Eason, who had directed Iraq coverage, had made the allegation at the World Economic Forum in Davos, Switzerland.
An excerpt from the NYT story:
Though no transcript of Mr. Jordan's remarks at Davos on Jan. 27 has been released, the panel's moderator, David Gergen, editor at large of U.S. News & World Report, said in an interview last night that Mr. Jordan had initially spoken of soldiers, "on both sides," who he believed had been "targeting" some of the more than five dozen journalists killed in Iraq.
But almost immediately after making that assertion, Mr. Jordan, whose title at CNN had been executive vice president and chief news executive, "quickly walked that back to make it clear that there was no policy on the part of the U.S. government to target or injure journalists," Mr. Gergen said.

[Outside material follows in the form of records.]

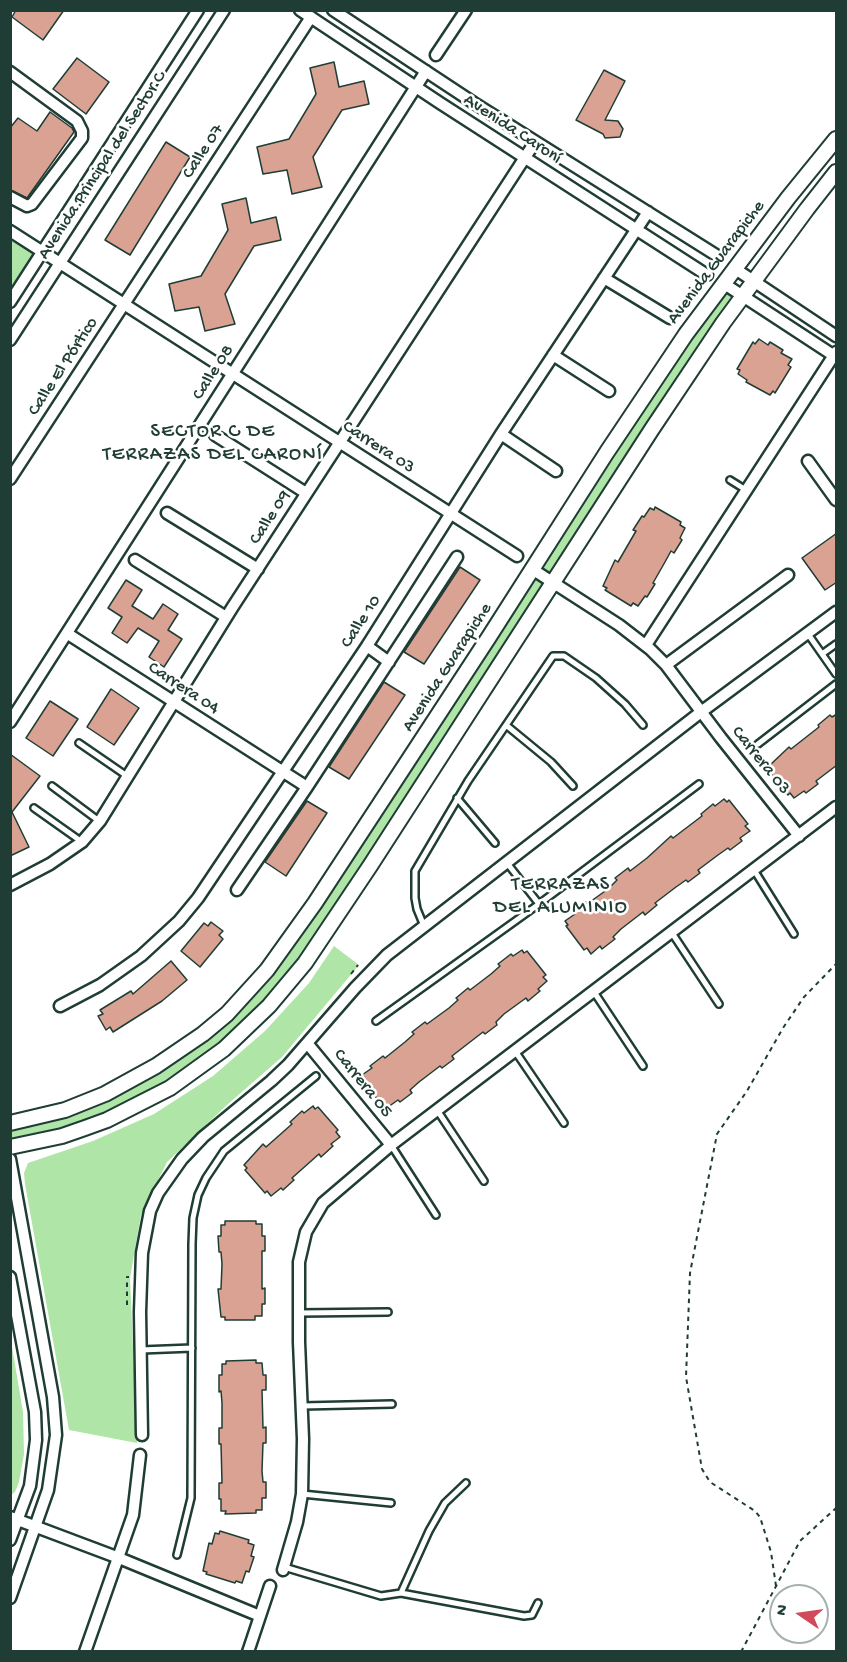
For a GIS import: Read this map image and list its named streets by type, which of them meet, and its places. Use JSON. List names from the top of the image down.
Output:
{
  "streets": {
    "street": [
      "Avenida Caroní",
      "Calle 07",
      "Avenida Principal del Sector C",
      "Avenida Guarapiche",
      "Calle El Pórtico",
      "Calle 08",
      "Carrera 03",
      "Calle 09",
      "Calle 10",
      "Carrera 04",
      "Carrera 05"
    ]
  },
  "crossings": [
    ["Avenida Caroní", "Calle 07"],
    ["Avenida Caroní", "Calle 08"],
    ["Avenida Caroní", "Calle 09"],
    ["Avenida Caroní", "Calle 10"],
    ["Calle 07", "Calle El Pórtico"],
    ["Calle 07", "Carrera 03"],
    ["Avenida Principal del Sector C", "Carrera 03"],
    ["Avenida Guarapiche", "Carrera 03"],
    ["Calle El Pórtico", "Carrera 03"],
    ["Calle 08", "Carrera 03"],
    ["Calle 08", "Carrera 04"],
    ["Carrera 03", "Calle 09"],
    ["Carrera 03", "Calle 10"],
    ["Calle 09", "Carrera 04"],
    ["Calle 10", "Carrera 04"]
  ],
  "districts": ["SECTOR C DE TERRAZAS DEL CARONÍ", "TERRAZAS DEL ALUMINIO"],
  "north": "left"
}
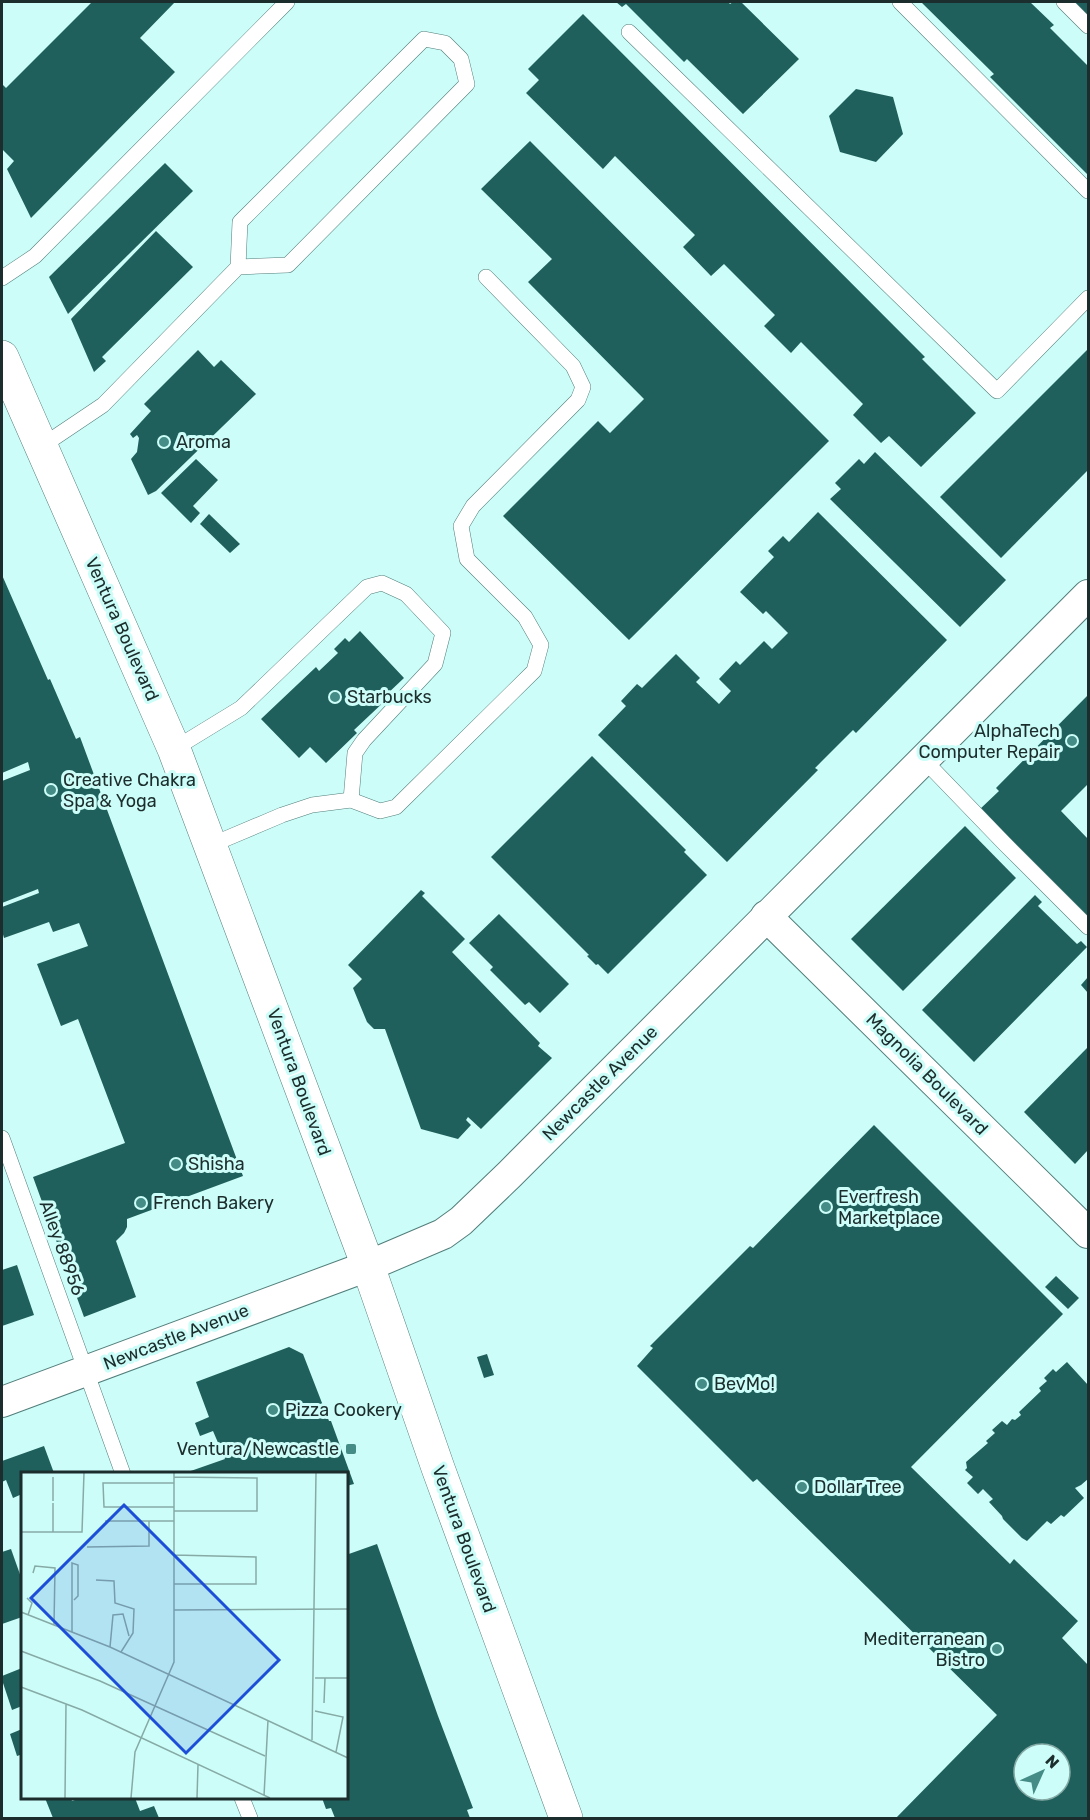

Mr. Jordan was then challenged by Representative Barney Frank of Massachusetts, who was in the audience, and then said that he had intended to say only that some journalists had been killed by American troops who did not know they were aiming their weapons at journalists.
Nonetheless, accounts of Mr. Jordan's remarks were soon being reported on Web logs as well as in an article on Feb. 3 on the National Review's Web site. Ann Cooper, executive director of the Committee to Protect Journalist, said that 54 journalists were killed in 2003 and 2004 . At least nine died as a result of American fire, she said.
In a memorandum released to his colleagues last night, Mr. Jordan, 44, who had worked at the network for more than two decades, said he had "decided to resign in an effort to prevent CNN from being unfairly tarnished by the controversy over conflicting accounts of my most recent remarks regarding the alarming number of journalists killed in Iraq."
Earlier this week, a comparatively little-league conservative journo was forced to step down.
David Akin wrote about the Jeff Gannon / James Dale Guckert case at his blog.
Guckert had appeared at a January White House press conference and lobbed a softball to Dubya. Some left-leaning blogs then got the scent of blood in their nostrils.